After crossing the scree trail I saw earlier, the trail climbed to and crossed a small plateau, and I quickly lost sight of Terry. The plateau lead to a climb across more scree, up to Waiau Pass, which was slow because it was so steep.

Waiau Pass had an excellent view of the valleys on both sides of the pass, though the mountains were high enough and the pass low enough that there wasn’t much to see beyond those valleys. Still, it was a great view, and compared to the Richmonds, a view actually worthy of the effort it took to get.

View from Waiau Pass
View from Waiau Pass

From the top of the pass, the trail dropped even more steeply than it climbed. For the first hundred meters or so of elevation, that meant an initial rock climb down a few meters (that I managed to do without outside assistance), and then several more slabs of rock that required some work to get down. (Everything would have been much easier going up.) Near the top, the trail wasn’t marked out very well, and I went off in the wrong direction once or twice before realizing the way I went wasn’t going to work, and then backtracked until I found a better route. The somewhat grippy rocks continued to help out.
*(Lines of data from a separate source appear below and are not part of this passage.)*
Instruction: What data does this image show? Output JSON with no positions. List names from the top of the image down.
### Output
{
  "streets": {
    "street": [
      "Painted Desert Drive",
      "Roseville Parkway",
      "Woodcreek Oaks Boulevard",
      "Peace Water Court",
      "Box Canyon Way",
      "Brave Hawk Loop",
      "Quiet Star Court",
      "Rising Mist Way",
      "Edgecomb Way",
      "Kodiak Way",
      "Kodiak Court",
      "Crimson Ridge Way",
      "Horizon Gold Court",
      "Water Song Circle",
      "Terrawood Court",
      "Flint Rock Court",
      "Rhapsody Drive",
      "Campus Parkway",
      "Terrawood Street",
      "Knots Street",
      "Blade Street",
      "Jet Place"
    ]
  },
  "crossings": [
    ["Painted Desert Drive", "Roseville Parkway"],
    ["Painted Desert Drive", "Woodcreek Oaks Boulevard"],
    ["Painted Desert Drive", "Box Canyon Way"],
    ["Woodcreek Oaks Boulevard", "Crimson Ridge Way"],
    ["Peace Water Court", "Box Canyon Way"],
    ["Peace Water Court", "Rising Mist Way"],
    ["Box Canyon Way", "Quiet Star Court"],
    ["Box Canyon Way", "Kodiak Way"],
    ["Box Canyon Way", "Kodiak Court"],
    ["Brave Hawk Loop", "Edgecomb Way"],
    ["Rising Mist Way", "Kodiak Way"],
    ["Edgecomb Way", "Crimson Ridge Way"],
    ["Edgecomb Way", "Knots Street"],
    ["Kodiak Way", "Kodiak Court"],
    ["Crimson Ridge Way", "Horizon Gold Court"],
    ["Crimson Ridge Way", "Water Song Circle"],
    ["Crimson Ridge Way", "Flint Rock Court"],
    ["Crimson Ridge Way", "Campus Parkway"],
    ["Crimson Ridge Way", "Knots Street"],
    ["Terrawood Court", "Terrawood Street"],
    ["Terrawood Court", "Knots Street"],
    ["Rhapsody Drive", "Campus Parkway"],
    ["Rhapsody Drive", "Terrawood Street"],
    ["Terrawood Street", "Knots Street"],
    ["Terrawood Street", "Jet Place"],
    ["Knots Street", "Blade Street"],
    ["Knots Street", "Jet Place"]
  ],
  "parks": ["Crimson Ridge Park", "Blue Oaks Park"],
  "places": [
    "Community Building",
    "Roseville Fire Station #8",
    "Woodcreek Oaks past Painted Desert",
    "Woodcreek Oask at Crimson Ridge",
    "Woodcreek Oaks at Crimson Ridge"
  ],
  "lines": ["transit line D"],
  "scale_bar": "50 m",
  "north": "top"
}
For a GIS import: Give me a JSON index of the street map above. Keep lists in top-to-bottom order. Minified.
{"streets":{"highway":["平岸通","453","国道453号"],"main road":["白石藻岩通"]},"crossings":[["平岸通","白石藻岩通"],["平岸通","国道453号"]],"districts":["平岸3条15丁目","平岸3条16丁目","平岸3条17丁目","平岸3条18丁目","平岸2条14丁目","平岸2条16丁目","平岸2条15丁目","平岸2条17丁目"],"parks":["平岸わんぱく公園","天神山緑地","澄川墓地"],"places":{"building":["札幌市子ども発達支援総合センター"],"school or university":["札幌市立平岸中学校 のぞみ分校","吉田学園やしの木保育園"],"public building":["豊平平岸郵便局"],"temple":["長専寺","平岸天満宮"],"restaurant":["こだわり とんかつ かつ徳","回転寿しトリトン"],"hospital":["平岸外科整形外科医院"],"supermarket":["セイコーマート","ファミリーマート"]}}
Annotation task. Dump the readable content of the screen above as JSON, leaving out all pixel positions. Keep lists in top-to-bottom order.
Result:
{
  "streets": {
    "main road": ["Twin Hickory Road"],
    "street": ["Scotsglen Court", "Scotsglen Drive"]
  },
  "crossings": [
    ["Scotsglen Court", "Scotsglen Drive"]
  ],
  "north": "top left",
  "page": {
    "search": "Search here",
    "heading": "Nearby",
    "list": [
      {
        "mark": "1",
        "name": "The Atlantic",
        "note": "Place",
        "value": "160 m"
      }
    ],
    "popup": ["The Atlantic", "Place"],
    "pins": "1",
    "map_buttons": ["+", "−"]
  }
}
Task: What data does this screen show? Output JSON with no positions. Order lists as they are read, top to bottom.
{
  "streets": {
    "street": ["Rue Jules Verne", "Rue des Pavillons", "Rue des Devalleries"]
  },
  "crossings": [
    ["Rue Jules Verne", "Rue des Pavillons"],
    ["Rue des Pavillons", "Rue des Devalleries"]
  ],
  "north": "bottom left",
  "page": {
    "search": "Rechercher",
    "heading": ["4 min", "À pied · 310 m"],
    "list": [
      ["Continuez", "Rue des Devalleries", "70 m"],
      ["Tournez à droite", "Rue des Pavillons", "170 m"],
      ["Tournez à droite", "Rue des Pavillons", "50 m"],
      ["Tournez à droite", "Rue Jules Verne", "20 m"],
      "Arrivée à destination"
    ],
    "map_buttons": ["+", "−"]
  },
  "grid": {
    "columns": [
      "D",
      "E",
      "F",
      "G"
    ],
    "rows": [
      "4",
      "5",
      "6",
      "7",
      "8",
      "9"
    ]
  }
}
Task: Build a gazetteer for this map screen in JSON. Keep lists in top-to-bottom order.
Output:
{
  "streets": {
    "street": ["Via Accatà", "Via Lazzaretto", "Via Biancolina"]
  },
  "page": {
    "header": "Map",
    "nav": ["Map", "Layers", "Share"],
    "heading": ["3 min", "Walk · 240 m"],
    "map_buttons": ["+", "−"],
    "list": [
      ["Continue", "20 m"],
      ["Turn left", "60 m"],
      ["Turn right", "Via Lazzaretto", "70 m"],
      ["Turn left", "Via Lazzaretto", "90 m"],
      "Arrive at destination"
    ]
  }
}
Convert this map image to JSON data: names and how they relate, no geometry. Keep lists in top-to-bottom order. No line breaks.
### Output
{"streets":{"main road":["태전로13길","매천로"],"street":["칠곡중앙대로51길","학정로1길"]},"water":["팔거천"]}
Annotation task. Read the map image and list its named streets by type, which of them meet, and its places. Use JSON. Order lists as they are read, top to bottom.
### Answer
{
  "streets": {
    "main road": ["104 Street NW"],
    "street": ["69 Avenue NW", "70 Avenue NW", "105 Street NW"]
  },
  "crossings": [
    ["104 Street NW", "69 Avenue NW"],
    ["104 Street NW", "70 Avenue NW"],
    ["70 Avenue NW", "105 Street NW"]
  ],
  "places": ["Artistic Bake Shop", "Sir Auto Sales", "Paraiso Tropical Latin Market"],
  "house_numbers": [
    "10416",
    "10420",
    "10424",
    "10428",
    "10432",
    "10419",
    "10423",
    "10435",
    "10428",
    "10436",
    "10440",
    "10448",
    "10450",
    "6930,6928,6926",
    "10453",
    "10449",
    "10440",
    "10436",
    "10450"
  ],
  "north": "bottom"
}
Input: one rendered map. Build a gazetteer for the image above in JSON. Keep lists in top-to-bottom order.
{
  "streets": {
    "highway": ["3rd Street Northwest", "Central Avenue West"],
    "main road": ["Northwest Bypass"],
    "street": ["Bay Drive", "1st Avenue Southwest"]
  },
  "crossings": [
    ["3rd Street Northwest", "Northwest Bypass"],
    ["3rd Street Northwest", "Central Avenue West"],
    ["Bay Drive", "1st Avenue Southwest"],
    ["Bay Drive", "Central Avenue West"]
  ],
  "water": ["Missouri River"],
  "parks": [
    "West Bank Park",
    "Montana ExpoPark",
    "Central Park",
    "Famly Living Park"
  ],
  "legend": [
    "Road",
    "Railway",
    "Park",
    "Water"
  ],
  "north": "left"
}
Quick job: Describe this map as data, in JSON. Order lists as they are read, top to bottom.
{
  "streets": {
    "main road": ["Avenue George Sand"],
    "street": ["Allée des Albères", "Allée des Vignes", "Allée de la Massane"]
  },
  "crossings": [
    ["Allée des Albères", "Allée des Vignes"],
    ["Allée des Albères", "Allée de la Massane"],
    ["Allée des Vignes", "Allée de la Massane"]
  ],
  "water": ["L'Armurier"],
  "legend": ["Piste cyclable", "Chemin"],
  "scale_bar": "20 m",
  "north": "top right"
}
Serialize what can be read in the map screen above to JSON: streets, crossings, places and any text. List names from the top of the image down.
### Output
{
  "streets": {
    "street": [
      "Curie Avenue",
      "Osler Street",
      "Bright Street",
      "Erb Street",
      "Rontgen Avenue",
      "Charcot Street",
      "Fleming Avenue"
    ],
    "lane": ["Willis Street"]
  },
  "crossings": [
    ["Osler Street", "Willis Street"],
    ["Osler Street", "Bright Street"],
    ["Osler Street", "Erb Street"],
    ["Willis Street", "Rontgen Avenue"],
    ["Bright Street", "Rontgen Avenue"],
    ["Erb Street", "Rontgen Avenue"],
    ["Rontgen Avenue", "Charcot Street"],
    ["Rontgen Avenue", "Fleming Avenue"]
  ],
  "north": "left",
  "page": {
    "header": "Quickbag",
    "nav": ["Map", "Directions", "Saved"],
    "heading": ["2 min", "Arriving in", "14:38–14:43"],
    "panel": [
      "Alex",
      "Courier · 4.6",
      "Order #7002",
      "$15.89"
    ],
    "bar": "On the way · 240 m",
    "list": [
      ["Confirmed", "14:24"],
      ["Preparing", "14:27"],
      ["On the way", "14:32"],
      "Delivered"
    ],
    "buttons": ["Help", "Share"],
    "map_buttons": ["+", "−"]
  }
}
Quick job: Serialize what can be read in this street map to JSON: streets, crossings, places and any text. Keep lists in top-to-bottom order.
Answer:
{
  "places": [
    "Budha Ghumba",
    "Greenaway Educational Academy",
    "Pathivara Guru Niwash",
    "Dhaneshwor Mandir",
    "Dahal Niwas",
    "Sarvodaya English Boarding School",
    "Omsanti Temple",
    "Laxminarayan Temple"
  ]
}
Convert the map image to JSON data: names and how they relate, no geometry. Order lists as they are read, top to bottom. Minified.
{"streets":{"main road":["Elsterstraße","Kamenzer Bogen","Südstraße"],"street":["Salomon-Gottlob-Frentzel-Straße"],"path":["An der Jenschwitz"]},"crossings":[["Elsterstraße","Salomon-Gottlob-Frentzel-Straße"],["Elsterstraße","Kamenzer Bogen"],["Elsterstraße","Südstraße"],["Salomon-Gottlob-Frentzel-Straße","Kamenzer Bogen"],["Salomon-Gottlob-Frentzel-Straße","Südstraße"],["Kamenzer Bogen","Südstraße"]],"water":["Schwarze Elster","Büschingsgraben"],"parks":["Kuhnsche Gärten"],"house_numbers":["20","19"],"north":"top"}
As I got further down the mountain, it slowly got less steep, and grass and dirt increased, until eventually, the steep part of the descent was over, and the trail reached and followed the Waiau Uwha River. I had to cross the river twice, once at an unmarked crossing. The trail itself by this point was fairly rough, and somewhat overgrown, but at least it wasn’t also steep.

The trail took a short detour away from the river, and I guessed the reason why: a waterfall. From the position of the trail, it was hard to get a really good view, but there was a nice waterfall plunging into a beautiful clear-blue pool of water.

Waterfall on the Waiau Uwha River
Waterfall on the Waiau Uwha RiverA long waterfall on the Waiau Uwha River fills a pool, before continuing downstream.

Shortly after a break, I passed a hiker with no pack apparently checking out the trail. A few minutes later, I passed a campsite that seemed to have been completely taken over by two other hikers, relaxing on camp chairs. I initially assumed they were not TA hikers (because why would TA hikers be carrying camp chairs?), but I was later told by Adrian and Marine, a French couple that I met last night, that all three of the hikers were TA northbounders. (The third new sobo last night was Maud, also from France.)

For the rest of the day, the trail more-or-less closely followed the Waiau Uwha River, but past that campsite, for several kilometers, the trail was not easy. The trail alternated between (usually) nice forest trail, and rock boulder hopping from many avalanche paths.

Scree
ScreeOne of many scree fields along the trail this afternoon.

The trail kept flipping between easy and slow until it finally passed the flip side of the avalanche warning sign from this morning, after which point, the trail was either nice forest trail, or a meadow.

Meadow
MeadowA meadow in the Waiau Uwha River’s valley made for some easy hiking.

I lost track of the number of creeks I had to cross after dropping down to the river, but my feet were wet much of the rest of the afternoon.

The trail wasn’t really well-marked, either. There were poles, but they were often too far apart to easily see from each other, and I often lost the trail at creek crossings. But, at least I made reasonably good time, even on the rockier ground around the creek crossings where the trail wasn’t clearly defined.

I finally reached Waiau Hut around 6:30, and was quite eager to get inside: the sandflies outside the hut were quite vicious.

At the hut tonight were just me, and Marine, Adrian, and Maud. Later, another couple arrived, but they tented outside. They’d done the North Island southbound, and were now finishing the South Island northbound.

Today also brought two milestones. It’s my 100th day on Te Araroa, and there are now less than 1,000 km to go until I reach Bluff, the southern terminus.

Tomorrow will be a long (but hopefully easy, since it’s mostly flat) day to Anne Hut, and from there, another day or two to the road into town for resupply.